In de bijbel horen we het omgekeerde: ‘zonder bloedstorting is er geen vergeving’ (Hebr. 9:22; vgl. Lev. 6:7; Mat. 26:28). Daar gaat het echter om de verhouding tussen God en ons en is de verzoening die God in Christus heeft aangebracht de weg waarlangs God de zonden vergeeft.
Dit verschil tussen de manier waarop we begrippen als vergeving en verzoening in de maatschappij - in de hulpverlening en bij conflicten tussen bevolkingsgroepen (Zuid-Afrika, Ruanda, Noord-Ierland) - hanteren en hoe we er in de kerk over spreken is meer dan een kwestie van taalgebruik. Dat zou zich met enige moeite laten oplossen. We kunnen bijvoorbeeld afspraken maken over hoe je de begrippen vult en hanteert, maar dat is niet voldoende om er uit te komen. Er staan inhoudelijk-theologische zaken op het spel en het is zaak dat we die helder krijgen. Het kan erop neerkomen dat kerk en theologie het nodige in huis hebben, dat bij conflicten in de samenleving van groot belang kan zijn. Maar we moeten ook rekening houden met de mogelijkheid dat er in de traditie van de kerk ergens een ‘hobbel’ zit, die ons vandaag hindert bij het luisteren naar de bijbel - en die de verkondiging van de verzoening in de weg staat. Misschien is het ook allebei wel waar. In elk geval is het raadzaam om eerst eens te kijken waar het ‘schuurt’.­

‘Bloed zien’
In Nederland is de afgelopen decennia een paar keer een heftige discussie over de kerkelijke leer van de verzoening gevoerd.

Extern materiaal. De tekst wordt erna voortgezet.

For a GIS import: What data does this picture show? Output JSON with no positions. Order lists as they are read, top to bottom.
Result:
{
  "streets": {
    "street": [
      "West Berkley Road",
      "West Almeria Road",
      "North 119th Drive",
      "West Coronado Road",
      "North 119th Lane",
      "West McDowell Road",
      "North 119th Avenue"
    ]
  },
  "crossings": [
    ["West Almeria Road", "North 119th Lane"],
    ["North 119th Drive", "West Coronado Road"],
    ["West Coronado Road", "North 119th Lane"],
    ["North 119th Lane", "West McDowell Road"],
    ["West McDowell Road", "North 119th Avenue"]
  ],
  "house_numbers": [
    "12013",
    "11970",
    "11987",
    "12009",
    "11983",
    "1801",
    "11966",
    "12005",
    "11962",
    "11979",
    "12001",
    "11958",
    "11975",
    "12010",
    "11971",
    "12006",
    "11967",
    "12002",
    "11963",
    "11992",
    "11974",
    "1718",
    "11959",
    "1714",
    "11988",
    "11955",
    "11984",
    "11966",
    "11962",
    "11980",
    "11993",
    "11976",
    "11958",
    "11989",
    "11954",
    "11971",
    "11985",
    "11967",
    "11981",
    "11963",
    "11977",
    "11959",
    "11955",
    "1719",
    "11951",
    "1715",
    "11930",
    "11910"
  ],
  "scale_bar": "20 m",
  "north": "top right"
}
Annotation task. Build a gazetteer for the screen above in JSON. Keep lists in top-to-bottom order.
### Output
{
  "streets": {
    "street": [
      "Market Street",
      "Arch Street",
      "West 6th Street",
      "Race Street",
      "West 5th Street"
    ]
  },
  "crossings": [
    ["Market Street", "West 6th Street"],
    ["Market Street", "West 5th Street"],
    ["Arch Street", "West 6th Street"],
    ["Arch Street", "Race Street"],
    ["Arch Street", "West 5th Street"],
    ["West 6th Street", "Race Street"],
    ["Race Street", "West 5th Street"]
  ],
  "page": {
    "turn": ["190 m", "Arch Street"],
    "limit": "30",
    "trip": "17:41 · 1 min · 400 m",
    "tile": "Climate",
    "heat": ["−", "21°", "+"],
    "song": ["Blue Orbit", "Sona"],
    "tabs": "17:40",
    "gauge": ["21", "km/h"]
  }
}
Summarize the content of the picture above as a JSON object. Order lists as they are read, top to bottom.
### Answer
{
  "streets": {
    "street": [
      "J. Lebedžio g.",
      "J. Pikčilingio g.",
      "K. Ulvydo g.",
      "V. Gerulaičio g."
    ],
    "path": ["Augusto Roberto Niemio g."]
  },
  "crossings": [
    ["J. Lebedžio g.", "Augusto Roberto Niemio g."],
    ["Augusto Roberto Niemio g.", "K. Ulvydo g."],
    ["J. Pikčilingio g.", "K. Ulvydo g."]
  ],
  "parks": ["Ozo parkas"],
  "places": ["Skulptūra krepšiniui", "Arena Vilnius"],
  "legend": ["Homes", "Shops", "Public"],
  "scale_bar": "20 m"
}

Goed vijftig jaar geleden schreef professor P. Smits over het belijden dat Christus in onze plaats gestorven is: ‘Het is ook mijn eer te na dat iemand voor mijn schuld zou moeten boeten. Ik wens te stáán voor de gevolgen van mijn eigen daden. En geef dan wat Paulus betreft mijn portie maar aan Fikkie.’ In 1971 promoveerde de gereformeerde predikant H. Wiersinga op een studie over de verzoening, waarin hij de gedachte dat Christus voor onze zonden betaald zou hebben afwees. En in 1997 was er de nodige opschudding over het boek van een hoogleraar aan de Theologische Universiteit van Kampen, C.J. den Heyer: Verzoening. Bijbelse notities bij een omstreden thema. Hij schreef dat de veelkleurigheid van het nieuw-testamentisch getuigenis aangaande verzoening op hem de indruk van een ‘chaotische veelheid’ maakte en dat de klassieke verzoeningsleer hem niet meer kon ‘ontroeren of inspireren’.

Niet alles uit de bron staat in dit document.